While Coaching a Pod Lead on hiring, they asked me a simple question: What makes a good engineer? I’ve always knwn the answer instinctively, but I had never fully articulated it. This is my attempt to do so.
The content is based on Ben Horowitz’s classic: Good Product Manager/Bad Product Manager
Written by Myron Lee
Good engineers know the technology space, the vendors, and the various tradeoffs extremely well and operate from a strong basis of knowledge and confidence. A good engineer is a consolidator of good technical designs and ideas. Good engineers take full responsibility and measure themselves in terms of the flexibility and robustness of their stack. They are responsible for the right solution at the right time and all that entails. A good engineer knows the context going in (the company, the revenue funding, vendors, user experience, etc.), and they take responsibility for devising and executing a winning plan (no excuses) all the way to business outcomes.
Bad engineers have lots of excuses. Not enough resources, not enough direction, their partners are idiots, Google has 100 times as many engineers working on it, I didn’t get the designs fast enough, I don’t have enough time, I don’t get enough direction. Good engineers don’t get all their time sucked up by managing the various organizations that must work together. Instead, they collaborate with them to identify risks and issues impacting their ability to get stuff done. Bad engineers consider themselves at the center of the organization and treat other parts of the organization as gophers for engineering. They feel best about themselves when they figure out how to control all the various influences.
Good engineers apply best practices and tooling to deliver software appropriate for how long they expect to maintain that software. Bad engineers write unproductive software. They over-engineer systems and prepare for scenarios that will never happen including the application of patterns and tooling because everyone else is doing it even if it isn’t a good fit.
Good engineers create leverageable collateral, architectural designs, tradeoff comparisons. Bad engineers put out fires all day and attend meetings that don’t impact their delivery. Good engineers anticipate the technical and product flaws and build real solutions. Good engineers take ownership and do not say “it’s not my job.”
Bad engineers voice their opinion verbally and lament that the “powers that be” won’t let it happen. Once bad engineers fail, they point out that they predicted they would fail. Bad engineers assume someone else will fix it later. They believe that it’s not their job to test and quality control their output.
Good engineers are always learning and understand that technology and software move fast. Bad engineers think programming is just about learning one stack and memorizing patterns rather than understanding the fundamentals. Good engineers ask questions. They know that their teammates and Google are their best resources. Bad engineers don’t want to look dumb and always think their way is the best way and that by asking questions they are admitting weakness.
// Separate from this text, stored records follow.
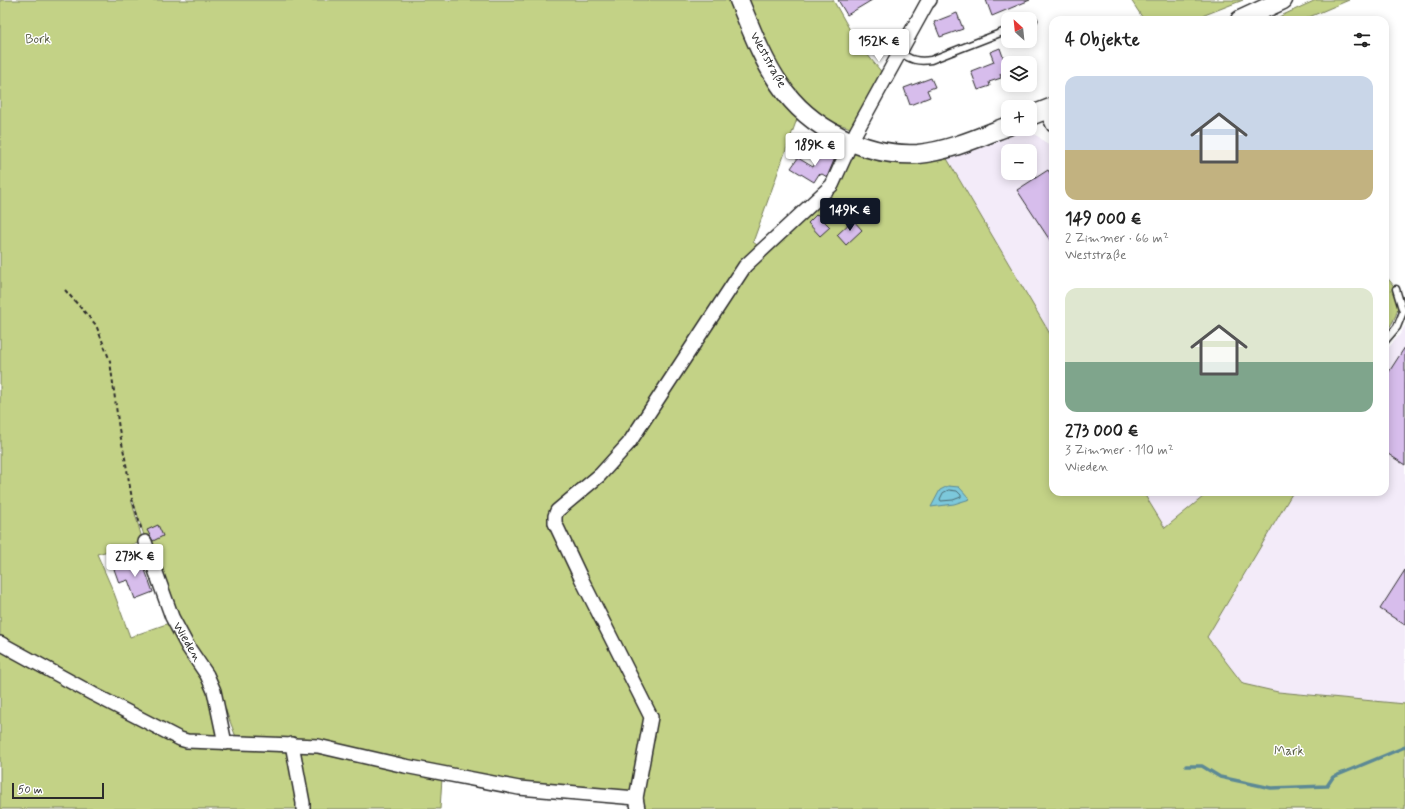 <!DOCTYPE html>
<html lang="de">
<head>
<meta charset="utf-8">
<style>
	:root { --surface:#fff; --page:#f2f2f2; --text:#222; --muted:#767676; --accent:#111827 }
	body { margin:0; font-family:Mynerve,sans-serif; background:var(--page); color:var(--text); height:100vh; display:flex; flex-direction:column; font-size:15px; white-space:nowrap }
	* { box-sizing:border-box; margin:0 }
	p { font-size:13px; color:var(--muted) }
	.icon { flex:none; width:22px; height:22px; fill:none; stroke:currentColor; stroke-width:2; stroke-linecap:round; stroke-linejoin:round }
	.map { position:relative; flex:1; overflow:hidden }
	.panel { position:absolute; left:1049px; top:16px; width:340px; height:480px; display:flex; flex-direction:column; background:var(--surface); border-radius:12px; box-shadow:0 2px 10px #0003 }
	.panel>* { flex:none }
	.needle { width:26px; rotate:333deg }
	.tools { position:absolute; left:1001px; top:12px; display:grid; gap:8px }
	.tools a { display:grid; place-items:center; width:36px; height:36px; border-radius:8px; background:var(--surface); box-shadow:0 2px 10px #0003; font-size:20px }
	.scale { position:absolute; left:12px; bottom:10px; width:92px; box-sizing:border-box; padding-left:4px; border:2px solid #2b2b2b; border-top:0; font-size:11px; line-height:14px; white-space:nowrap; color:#2b2b2b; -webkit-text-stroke:3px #fff; paint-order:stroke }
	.price { position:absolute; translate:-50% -34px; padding:0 9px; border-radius:4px; background:#fff; color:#222; font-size:13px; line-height:26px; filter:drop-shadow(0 1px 2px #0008) }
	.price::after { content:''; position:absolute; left:50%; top:24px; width:12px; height:9px; margin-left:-6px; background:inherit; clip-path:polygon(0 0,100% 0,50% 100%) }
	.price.on { background:var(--accent); color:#fff }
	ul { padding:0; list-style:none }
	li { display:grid; align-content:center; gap:8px; height:212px; padding:0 16px }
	li span { display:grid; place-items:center; height:124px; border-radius:12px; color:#555 }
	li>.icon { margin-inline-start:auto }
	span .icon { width:72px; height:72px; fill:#fffc; stroke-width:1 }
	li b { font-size:17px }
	h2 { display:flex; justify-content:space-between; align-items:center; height:48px; padding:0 16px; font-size:17px }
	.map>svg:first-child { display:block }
	.built { fill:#f3ebf9; fill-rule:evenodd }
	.green { fill:#c3d286; stroke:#777e58 }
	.water { fill:#7cc8db; stroke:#5c8995 }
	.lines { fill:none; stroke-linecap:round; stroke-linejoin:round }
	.shore { stroke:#4b6a71; stroke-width:1 }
	.stream { stroke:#5c8995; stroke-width:3.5 }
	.building { fill:#d7bdec; stroke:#2b2b2b }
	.service-casing { stroke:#2b2b2b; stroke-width:9 }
	.minor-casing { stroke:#2b2b2b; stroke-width:16 }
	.secondary-casing { stroke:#2b2b2b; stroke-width:21 }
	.path { stroke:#2b2b2b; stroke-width:2; stroke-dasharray:4 3; stroke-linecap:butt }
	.service { stroke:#fff; stroke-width:6 }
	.minor { stroke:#fff; stroke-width:13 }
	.secondary { stroke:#fff; stroke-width:18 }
	.labels { text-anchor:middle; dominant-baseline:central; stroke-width:3; stroke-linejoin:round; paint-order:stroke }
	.park-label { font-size:13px; fill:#595d46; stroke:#fff }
	.street-label { font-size:13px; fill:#2b2b2b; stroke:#fff }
</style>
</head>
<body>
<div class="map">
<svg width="1405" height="809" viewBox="0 0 1405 809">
	<rect width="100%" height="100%" fill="#fff"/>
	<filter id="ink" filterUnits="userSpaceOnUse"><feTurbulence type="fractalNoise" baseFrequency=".025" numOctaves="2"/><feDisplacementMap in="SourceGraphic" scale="8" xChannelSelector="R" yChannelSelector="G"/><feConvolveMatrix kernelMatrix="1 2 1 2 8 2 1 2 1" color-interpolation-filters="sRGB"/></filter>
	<g filter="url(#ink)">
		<g class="built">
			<path d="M 1023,132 L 1030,132 L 1039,137 L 1053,149 L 1053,339 L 946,157 L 1004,137 ZM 1008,151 L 1030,151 L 1030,173 L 1008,173 Z"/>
			<polygon points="1405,325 1405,704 1278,692 1243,684 1207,636 1293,492 1385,492 1385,352 1401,333"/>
			<polygon points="1143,492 1209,492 1164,529"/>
		</g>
		<g class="green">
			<polygon points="0,0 729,0 744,35 769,87 797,119 753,242 761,248 624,440 597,474 553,506 549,518 648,717 634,797 518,782 236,737 221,698 188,639 146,542 133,500 131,499 143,542 97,554 114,593 130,637 172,622 209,694 222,740 184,743 290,748 298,809 0,809"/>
			<polygon points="749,0 833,0 855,39 883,74 851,128 832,122 814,112 788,82 774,61"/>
			<polygon points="1131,0 1243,0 1192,20 1144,20"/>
			<polygon points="1316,0 1349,0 1307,18 1306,20 1272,20"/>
			<polygon points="854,147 878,161 931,162 946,157 1053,339 1053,492 1143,492 1165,528 1209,492 1293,492 1207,637 1243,684 1278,692 1405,704 1405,809 640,809 655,717 557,519 603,478 749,269 834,186"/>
			<path d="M 1385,275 C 1388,279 1394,285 1396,290 C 1402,306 1395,321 1385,333 Z"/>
			<polygon points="294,749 442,778 440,809 306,809"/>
		</g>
		<polygon class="water" points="948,486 959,487 970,499 954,504 931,507 940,490"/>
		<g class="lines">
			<polygon class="shore" points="949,490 957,491 961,495 961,497 953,500 941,501 940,499 943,493"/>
			<polyline class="stream" points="1186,766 1202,766 1220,777 1271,788 1327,786 1333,777 1405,747"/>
		</g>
		<g class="building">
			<polygon points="838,0 872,0 847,15"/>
			<polygon points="986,0 1030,0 992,16"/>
			<polygon points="957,13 963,29 940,37 934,22"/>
			<polygon points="1000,48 1008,71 1000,74 1001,78 989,82 990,86 978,90 971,71 994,62 990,52"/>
			<polygon points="931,78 935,87 927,90 930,97 910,105 904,88"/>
			<polygon points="823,150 835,158 827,177 822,174 820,175 819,174 814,182 791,168 798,158 813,167"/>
			<polygon points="1048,170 1053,178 1053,245 1017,190"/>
			<polygon points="817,214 830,227 820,236 808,223"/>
			<polygon points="853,220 862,230 846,245 837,235"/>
			<polygon points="1405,347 1405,465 1385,452 1385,378"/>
			<polygon points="158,525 163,536 153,541 147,530"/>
			<polygon points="141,559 153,592 135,599 128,580 119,583 114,569"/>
			<polygon points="1405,570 1405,625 1380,609"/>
		</g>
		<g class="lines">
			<g class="service-casing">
				<g id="service">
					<polyline points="1030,21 1034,20"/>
					<path d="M 900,52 C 910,60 918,62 931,60 L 1008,30"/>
					<polyline points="1385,341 1397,327 1403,312 1396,289"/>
				</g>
			</g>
			<g class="minor-casing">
				<g id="minor">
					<polyline points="1046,110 1053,125"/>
					<polyline points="145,542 172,617 188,647 207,675 214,691 225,743"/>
					<polyline points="0,643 93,694 180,739 187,741 318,746 405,766 519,788 636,798"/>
					<polyline points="292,744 303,803 303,809"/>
					<polyline points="638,809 636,798 651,717 581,578 555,523 555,516 557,511 600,475 629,443 745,266 832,185 856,132 927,3 930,0"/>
				</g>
			</g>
			<g class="secondary-casing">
				<g id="secondary">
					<path d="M 739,0 C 751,29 762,59 780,85 C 809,128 866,157 918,154 C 949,151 980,137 1008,126"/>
					<polyline points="1240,20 1283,0"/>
					<polyline points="1030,116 1053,107"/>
				</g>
			</g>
			<polyline class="path" points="65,290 96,325 110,361 119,429 125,458 132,499 142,531"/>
			<use href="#service" class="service"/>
			<use href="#minor" class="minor"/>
			<use href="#secondary" class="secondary"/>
		</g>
	</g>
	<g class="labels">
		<g class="park-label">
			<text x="38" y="39">Bork</text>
			<text x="1289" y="751">Mark</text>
		</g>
		<g class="street-label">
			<text transform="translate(768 60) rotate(61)">Weststraße</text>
			<text transform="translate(187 642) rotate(59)">Wieden</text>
		</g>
	</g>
</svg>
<div class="tools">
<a><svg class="needle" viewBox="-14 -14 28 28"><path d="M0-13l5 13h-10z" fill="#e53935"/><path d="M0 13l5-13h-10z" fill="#767676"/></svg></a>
<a><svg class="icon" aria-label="layers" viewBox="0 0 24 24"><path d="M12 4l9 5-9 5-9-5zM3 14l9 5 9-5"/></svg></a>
<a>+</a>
<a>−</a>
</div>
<div class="scale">50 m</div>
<b class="price" style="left:879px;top:63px">152K €</b>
<b class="price" style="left:815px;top:167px">189K €</b>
<b class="price on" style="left:850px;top:232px">149K €</b>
<b class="price" style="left:135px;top:578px">273K €</b>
<section class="panel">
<h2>4 Objekte<svg class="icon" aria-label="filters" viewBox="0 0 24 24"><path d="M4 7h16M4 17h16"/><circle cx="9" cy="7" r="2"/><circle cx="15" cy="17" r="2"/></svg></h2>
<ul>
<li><span style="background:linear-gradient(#c9d6e8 60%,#c2b280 0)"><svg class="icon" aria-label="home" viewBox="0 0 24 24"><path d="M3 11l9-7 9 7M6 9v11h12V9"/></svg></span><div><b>149 000 €</b><p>2 Zimmer · 66 m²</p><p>Weststraße</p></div></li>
<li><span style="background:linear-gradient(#dfe7d0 60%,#7fa58c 0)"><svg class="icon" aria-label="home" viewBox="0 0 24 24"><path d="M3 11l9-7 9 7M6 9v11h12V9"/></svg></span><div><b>273 000 €</b><p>3 Zimmer · 110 m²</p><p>Wieden</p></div></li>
</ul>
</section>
</div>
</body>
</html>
Good engineers are product-oriented. They understand how their users think and can make good decisions on their behalf. Bad engineers always blame others. They wish that their designs or products were smarter and more like how they would do it. Good engineers define good products as self-contained, intuitive to use, and can be executed with a strong effort. Bad engineers define product delivery by building as specified. Good engineers think in terms of delivering superior value to the marketplace. Bad engineers get confused about the difference between delivering value and delivering the best technical solution. Good engineers decompose problems into small high-quality deliverables. Bad engineers combine all problems into one.
Good engineers understand that the product is bigger than themselves. They consider how others will maintain and extend their work long after they are gone. Bad engineers think code is good enough when it works. Good engineers understand the importance of communication. They seek to understand and be understood. Bad engineers think that others can read their minds. They always complain about how others are changing their requirements.
Good engineers understand the fallibility of the mind. They rely on testing and peer reviews for confidence. Bad engineers think that they have everything figured out and that P=NP. They gain confidence when they don’t encounter issues in the happy case. Good engineers understand that they are part of a team. They help each other and become hive-minded. Bad engineers think they are special. They don’t bother investing in the team and become black holes of tribal knowledge. Good engineers treat mistakes as lessons. They consider what can be learned and implement systems to prevent it in the future. Bad engineers think mistakes are abnormal. They assume they will never happen again and take no ownership.
Good engineers lead by example. They know that they must understand something before they can show others. Bad engineers lead by assumption. They think they know what someone else should be doing without the full picture. Good engineers are disciplined. They understand the value of process and consistency. Bad engineers are unpredictable. They consider all processes to be overhead. Good engineers think outside the box. They understand that sometimes a creatively simple solution is better than a standard complex solution. Bad engineers do things the way they’ve always done it. They don’t consider the scale and complain that they have too much to do. Good engineers define their job and their success. Bad engineers constantly want to be told what to do.
Finally: Good engineers always want to automate themselves out of a job and try to find ways not to do the same thing more than once. Bad engineers feel their value lies in their ability to do complex work well. Good engineers understand the importance of administrative tasks. Bad engineers do every non-engineering task late and with poor quality because they don’t have discipline.